I'm not interested in a programming language (though naturally being able to write plugins would be useful ala luatex), but a textual macro system. I have things like (which is one of the simpler macros):

    \newcommand{\dt}[1]{\frac{∂#1}{∂t}}
so I can write things quickly and efficiently. That is the power of (La)TeX, and most examples I've seen of LaTeX alternatives seem to miss that use case, and instead focus on other things (e.g. HTML generation, alternate programming languages).
I'm not a latex expert. I don't know what the difference is between tex math, latex math and amsmath is. (And please don't explain it, I don't care.) Maybe there are some weird expressions out there that don't have a typst equivalent, if we really looked for them. But I haven't run into anything myself, despite writing a pretty math-heavy CS paper. (Or at least, the early drafts were math heavy.)

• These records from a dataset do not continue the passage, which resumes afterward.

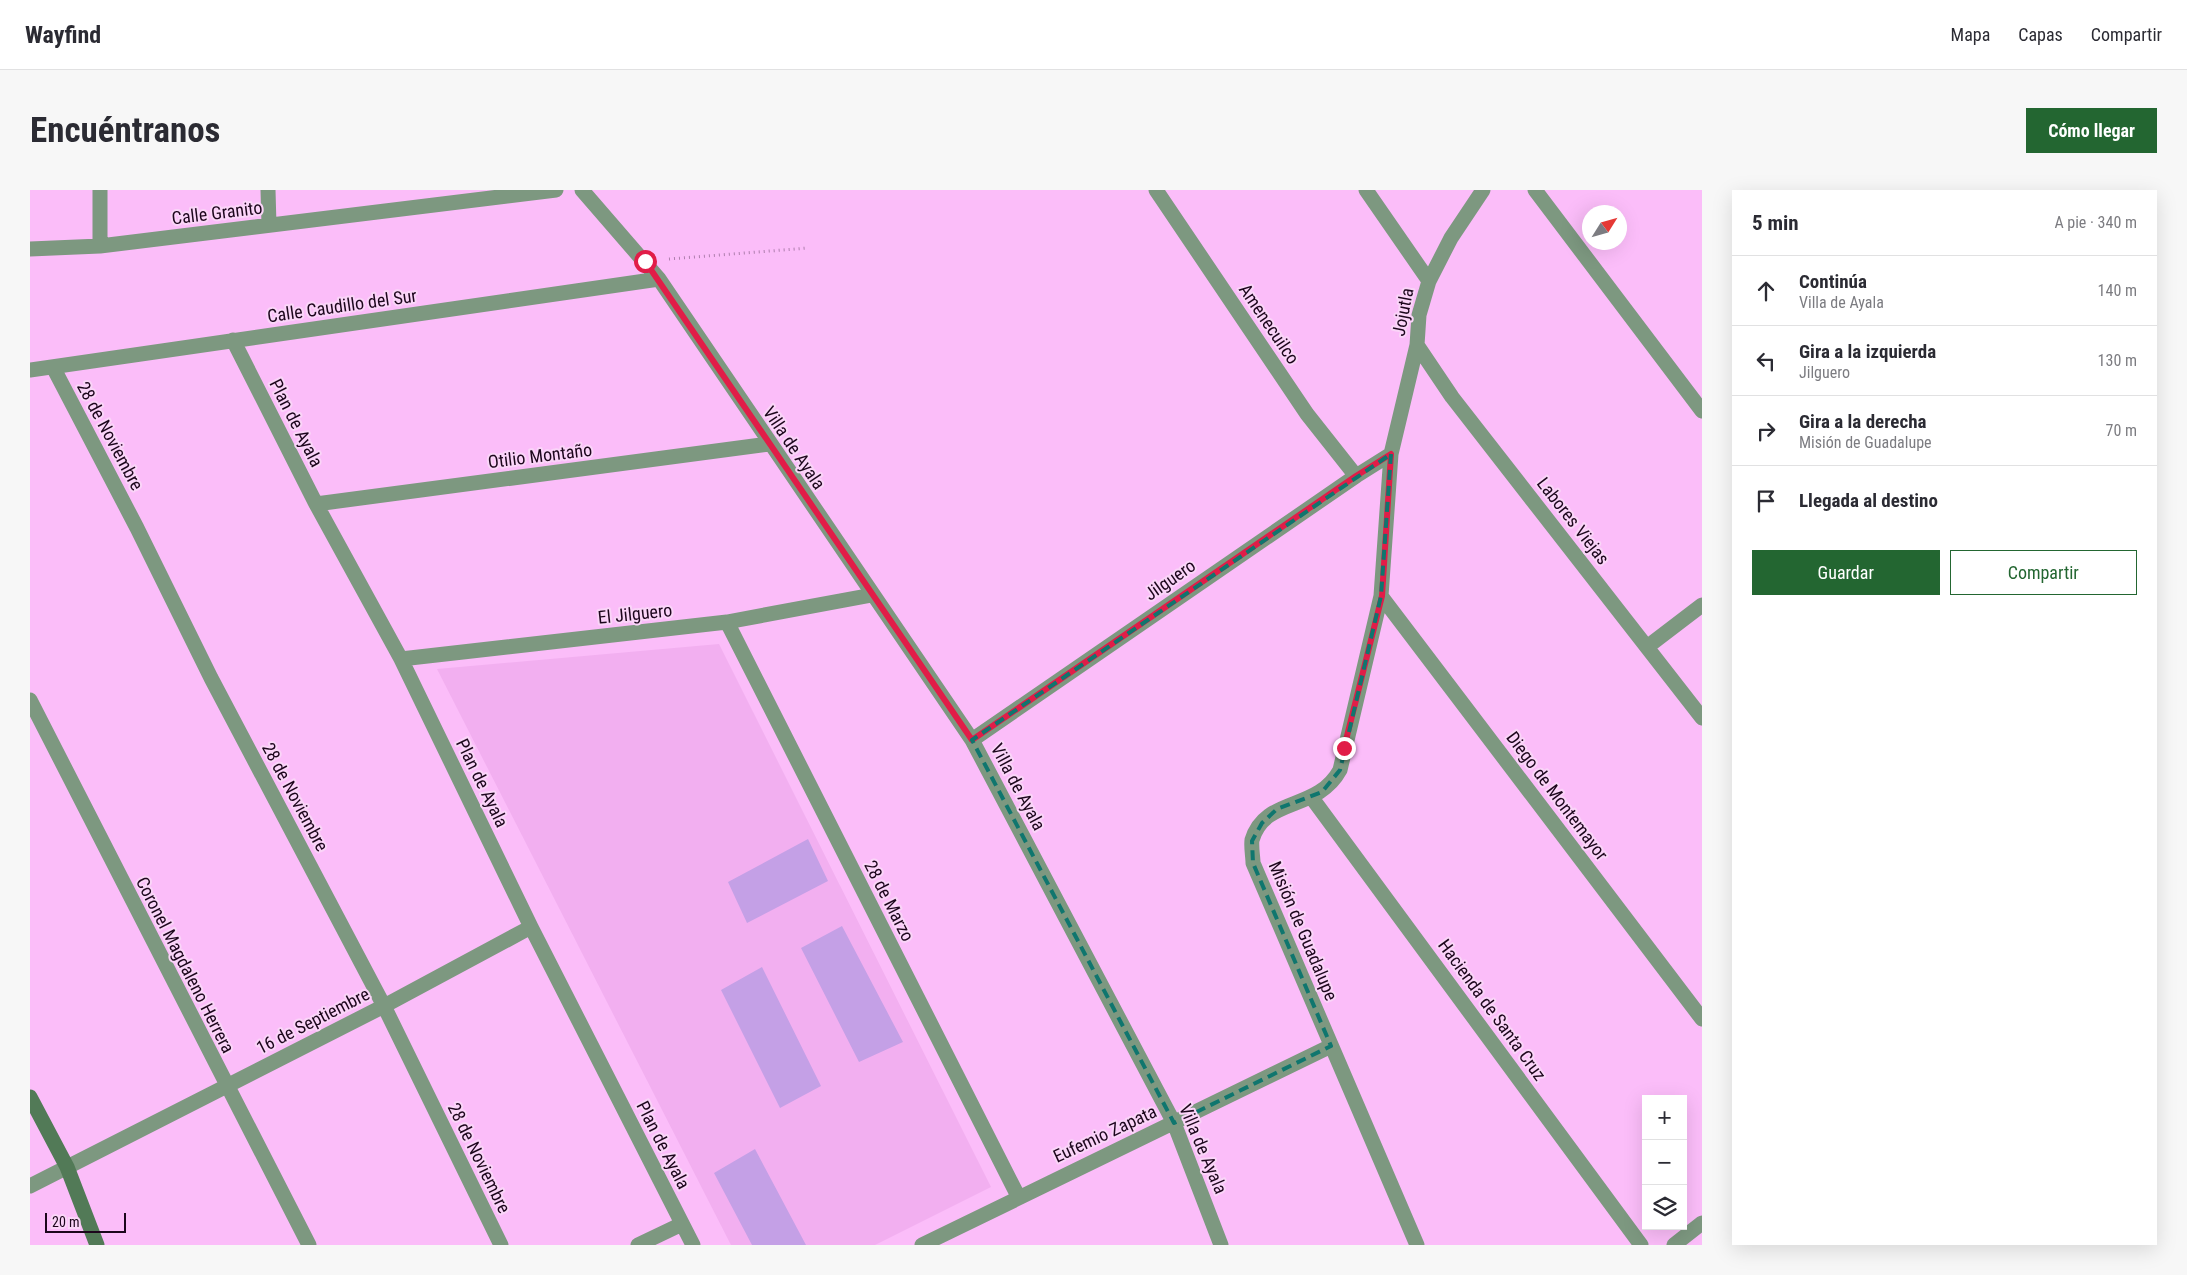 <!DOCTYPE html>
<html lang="es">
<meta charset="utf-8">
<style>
:root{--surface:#fff;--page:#f7f7f7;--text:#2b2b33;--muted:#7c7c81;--line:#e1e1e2;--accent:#236631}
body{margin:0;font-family:"Roboto Condensed",sans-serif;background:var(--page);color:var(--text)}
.controls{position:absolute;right:15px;bottom:15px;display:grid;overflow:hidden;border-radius:0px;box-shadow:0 5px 20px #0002}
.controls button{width:45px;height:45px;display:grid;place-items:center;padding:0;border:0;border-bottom:1px solid var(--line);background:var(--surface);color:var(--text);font:25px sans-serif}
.compass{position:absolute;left:1552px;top:15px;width:45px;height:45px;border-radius:50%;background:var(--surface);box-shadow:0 5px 20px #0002;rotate:53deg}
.scale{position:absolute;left:15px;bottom:12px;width:81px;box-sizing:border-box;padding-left:5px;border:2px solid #1c061c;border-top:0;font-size:14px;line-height:18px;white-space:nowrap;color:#1c061c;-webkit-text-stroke:4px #fad5f8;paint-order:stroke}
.stop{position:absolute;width:15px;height:15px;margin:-11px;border:4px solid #e11d48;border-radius:50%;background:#fff}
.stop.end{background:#e11d48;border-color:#fff;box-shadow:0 1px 5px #0008}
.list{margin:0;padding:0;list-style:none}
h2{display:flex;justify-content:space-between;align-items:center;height:65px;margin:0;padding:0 20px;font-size:21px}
h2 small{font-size:16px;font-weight:400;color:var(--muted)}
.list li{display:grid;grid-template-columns:32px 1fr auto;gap:15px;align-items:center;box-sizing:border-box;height:70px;padding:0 20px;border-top:1px solid var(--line)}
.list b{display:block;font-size:19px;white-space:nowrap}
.list p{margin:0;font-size:16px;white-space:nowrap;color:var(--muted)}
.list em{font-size:16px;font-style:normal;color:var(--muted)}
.actions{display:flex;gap:10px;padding:15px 20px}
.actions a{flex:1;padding:11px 0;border:1px solid var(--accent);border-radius:0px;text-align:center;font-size:18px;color:var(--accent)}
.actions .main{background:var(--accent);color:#fff}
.icon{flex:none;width:28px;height:28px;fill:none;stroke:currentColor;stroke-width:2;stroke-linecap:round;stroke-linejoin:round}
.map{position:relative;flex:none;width:1672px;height:1055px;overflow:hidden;border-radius:0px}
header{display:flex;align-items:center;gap:30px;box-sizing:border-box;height:70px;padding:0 25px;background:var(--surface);border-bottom:1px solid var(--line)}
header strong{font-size:24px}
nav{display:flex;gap:28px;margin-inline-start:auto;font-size:18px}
.intro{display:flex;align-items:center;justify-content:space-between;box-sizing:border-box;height:120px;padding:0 30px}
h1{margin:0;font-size:35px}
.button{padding:12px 22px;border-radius:0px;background:var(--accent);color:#fff;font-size:18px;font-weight:700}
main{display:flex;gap:30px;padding:0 30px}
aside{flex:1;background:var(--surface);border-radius:0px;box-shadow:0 5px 20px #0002}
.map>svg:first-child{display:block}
.built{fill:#f2aff0}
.building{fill:#c4a0e6}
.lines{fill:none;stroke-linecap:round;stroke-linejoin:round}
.path{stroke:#ae7ead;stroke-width:3;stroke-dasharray:1 4;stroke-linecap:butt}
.street{stroke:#7d9880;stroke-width:15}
.secondary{stroke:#527a57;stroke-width:15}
.route{stroke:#e11d48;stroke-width:6}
.marked{fill:none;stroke:#0f766e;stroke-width:4;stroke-dasharray:10 6;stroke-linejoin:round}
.labels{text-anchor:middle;stroke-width:4;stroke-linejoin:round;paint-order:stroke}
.street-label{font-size:18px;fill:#1c061c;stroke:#fad5f8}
</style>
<header>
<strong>Wayfind</strong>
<nav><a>Mapa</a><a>Capas</a><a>Compartir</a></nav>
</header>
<div class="intro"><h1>Encuéntranos</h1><a class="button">Cómo llegar</a></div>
<main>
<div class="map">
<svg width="1672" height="1055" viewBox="0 0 1672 1055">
<rect width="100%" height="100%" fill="#fbbdf9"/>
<path class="built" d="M689,454L961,997L845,1055H701L407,479Z"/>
<path class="building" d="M778,649L798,691L717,733L698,692Z
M812,736L873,852L829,872L771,758Z
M732,777L791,896L750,918L691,800Z
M725,959L776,1055H722L684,983Z"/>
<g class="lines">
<path class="path" d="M639,69L778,58"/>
<path class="street" d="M238,0L239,35
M552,0L629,89L942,550L1144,933L1191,1055
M1126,0L1277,224L1326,286
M1336,0L1399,91
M1505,0L1672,221
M70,56V0
M0,59L70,56L526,0
M203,150L286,314L371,469L501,737L663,1055
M1387,155L1422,207L1672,528
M23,177L107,338L181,488L354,816L471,1055
M0,180L629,89
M286,314L739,254
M1351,406L1672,829
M697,432L988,1006
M1617,457L1672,415
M371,469L697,432L842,405
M0,510L279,1055
M942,550L1326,286L1361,264
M1282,608L1611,1055
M0,996L354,816L501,737
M608,1055L652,1034
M892,1055L1301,856
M1387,1055L1223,673C1223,667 1221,657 1222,650C1235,606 1287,622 1310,580L1351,406L1361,264L1387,155L1389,125L1399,91L1421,48L1453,0
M1644,1055L1672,1033"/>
<path class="secondary" d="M0,907L37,977L67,1055"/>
</g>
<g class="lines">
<path class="route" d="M615,71L942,550L1326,286L1361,264L1352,406L1314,558"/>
</g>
<path class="marked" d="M1361,264L1351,406L1310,580L1292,602L1247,619L1232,633L1222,651L1223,673L1301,856L1144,933L942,550Z"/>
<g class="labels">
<g class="street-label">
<text transform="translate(187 23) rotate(-7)" y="6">Calle Granito</text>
<text transform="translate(312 116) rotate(-8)" y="6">Calle Caudillo del Sur</text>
<text transform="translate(1373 122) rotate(-79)" y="6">Jojutla</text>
<text transform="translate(1239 134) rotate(56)" y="6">Amenecuilco</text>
<text transform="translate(266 233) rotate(63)" y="6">Plan de Ayala</text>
<text transform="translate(80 246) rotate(62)" y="6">28 de Noviembre</text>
<text transform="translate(764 258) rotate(56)" y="6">Villa de Ayala</text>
<text transform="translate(510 266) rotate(-7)" y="6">Otilio Montaño</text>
<text transform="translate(1543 331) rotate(52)" y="6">Labores Viejas</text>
<text transform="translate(1140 390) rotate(-35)" y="6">Jilguero</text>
<text transform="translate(605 424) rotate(-6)" y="6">El Jilguero</text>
<text transform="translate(452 593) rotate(64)" y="6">Plan de Ayala</text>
<text transform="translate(988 597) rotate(62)" y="6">Villa de Ayala</text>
<text transform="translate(1527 606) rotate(53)" y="6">Diego de Montemayor</text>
<text transform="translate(265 607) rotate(62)" y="6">28 de Noviembre</text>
<text transform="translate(859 711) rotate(63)" y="6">28 de Marzo</text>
<text transform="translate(1273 741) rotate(67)" y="6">Misión de Guadalupe</text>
<text transform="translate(155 775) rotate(63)" y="6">Coronel Magdaleno Herrera</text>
<text transform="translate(1462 820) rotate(54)" y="6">Hacienda de Santa Cruz</text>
<text transform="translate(283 831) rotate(-27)" y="6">16 de Septiembre</text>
<text transform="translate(1075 944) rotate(-25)" y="6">Eufemio Zapata</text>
<text transform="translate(633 955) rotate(63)" y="6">Plan de Ayala</text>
<text transform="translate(1173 959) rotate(67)" y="6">Villa de Ayala</text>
<text transform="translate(449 968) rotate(64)" y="6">28 de Noviembre</text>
</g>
</g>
</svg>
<div class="controls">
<button>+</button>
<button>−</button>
<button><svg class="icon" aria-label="layers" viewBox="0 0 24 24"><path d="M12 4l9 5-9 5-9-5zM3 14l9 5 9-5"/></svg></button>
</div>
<svg class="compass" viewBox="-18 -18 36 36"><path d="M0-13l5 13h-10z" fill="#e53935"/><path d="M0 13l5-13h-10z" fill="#7c7c81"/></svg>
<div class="scale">20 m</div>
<div class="stop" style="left:615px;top:71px"></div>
<div class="stop end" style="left:1314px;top:558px"></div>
</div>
<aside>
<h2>5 min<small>A pie · 340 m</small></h2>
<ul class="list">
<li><svg class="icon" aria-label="ahead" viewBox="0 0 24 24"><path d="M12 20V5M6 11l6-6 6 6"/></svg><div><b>Continúa</b><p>Villa de Ayala</p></div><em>140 m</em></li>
<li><svg class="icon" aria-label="left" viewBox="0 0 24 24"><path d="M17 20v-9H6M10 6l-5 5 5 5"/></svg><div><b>Gira a la izquierda</b><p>Jilguero</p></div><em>130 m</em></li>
<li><svg class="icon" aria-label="right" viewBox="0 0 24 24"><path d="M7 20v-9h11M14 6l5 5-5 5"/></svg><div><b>Gira a la derecha</b><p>Misión de Guadalupe</p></div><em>70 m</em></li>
<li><svg class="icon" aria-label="arrive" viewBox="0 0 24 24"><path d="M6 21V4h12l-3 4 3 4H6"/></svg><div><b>Llegada al destino</b></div></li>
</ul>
<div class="actions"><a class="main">Guardar</a><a>Compartir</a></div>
</aside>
</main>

> I'm not interested in a programming language (though naturally being able to write plugins would be useful ala luatex), but a textual macro system.

Are you sure? Because latex macros like that are really horrible to read & write, and latex gives you notoriously hard to read error messages for your trouble. Here's the equivalent in typst:

    #let dt(x) = $(∂#x) / (∂t)$
In my opinion, this is way more readable. That code defines a lambda function (like arrow functions in javascript) that returns a "math mode" block ($this is a math block$). #x escapes the math block to evaluate x - which is just the function parameter we defined earlier.

And you'd use it simply:

    The result is $dt(y)$
Its not a macro system. Its just a function that you can call anywhere - including from other functions. And the function returns a block. I personally think its much nicer, and more familiar than the latex macro equivalent.
I'm curious, how does typst work out that I want the function expanded or I want the literal string if there's no marker.
There are 3 syntactic modes in typst: markup, code and math. In markup, everything is literal, unless you put a `#` sigil like `#expr` in which case `expr` is parsed in code mode. In code mode everything is an identifier, as usual in programming. In math its a bit of an ugly tradeoff but its ok: single-letter things are parsed as literals but multi-letter tokens are parsed as identifiers. Finally, in code you can enclose in `[...]` to parse in markup mode. So typically, your document will be mostly in markup mode and you will encounter stuff like `#something[An argument]`, which is a function call to which you pass one content-typed argument.

So above, `y` is parsed as literal, while `dt` is parsed as an identifier, hence function call.

> In markup, everything is literal, unless you put a `#` sigil

Unless it's a "=", then it begins a new section. And unless it's a "-" or a "+" or a "/", then it's a list item. And unless it's a "<", then it defines a label, or a "@", then it's a reference to one. And unless it's a "_" or "*" or "`", then it changes font or style.

I think I would have preferred a consistent sigil, but I guess with fast enough feedback you'd get used to the quirks.

I do wonder if this has over-optimised on short equations—to me heavy maths use implies multi-page equations with very specific formatting requirements (something amsmath has no issues with, which isn't surprising given who the authors are).